§ **Prompt**: Write all of the entries out again exactly.

##### Task inputs #####

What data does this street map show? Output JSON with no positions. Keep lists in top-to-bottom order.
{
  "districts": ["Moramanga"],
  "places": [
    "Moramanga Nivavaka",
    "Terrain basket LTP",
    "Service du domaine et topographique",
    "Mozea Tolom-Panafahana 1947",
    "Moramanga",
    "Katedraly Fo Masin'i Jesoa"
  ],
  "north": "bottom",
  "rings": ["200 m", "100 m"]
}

#####

§ **Problem solution**:
What data does this street map show? Output JSON with no positions. Keep lists in top-to-bottom order.
{
  "districts": ["Moramanga"],
  "places": [
    "Moramanga Nivavaka",
    "Terrain basket LTP",
    "Service du domaine et topographique",
    "Mozea Tolom-Panafahana 1947",
    "Moramanga",
    "Katedraly Fo Masin'i Jesoa"
  ],
  "north": "bottom",
  "rings": ["200 m", "100 m"]
}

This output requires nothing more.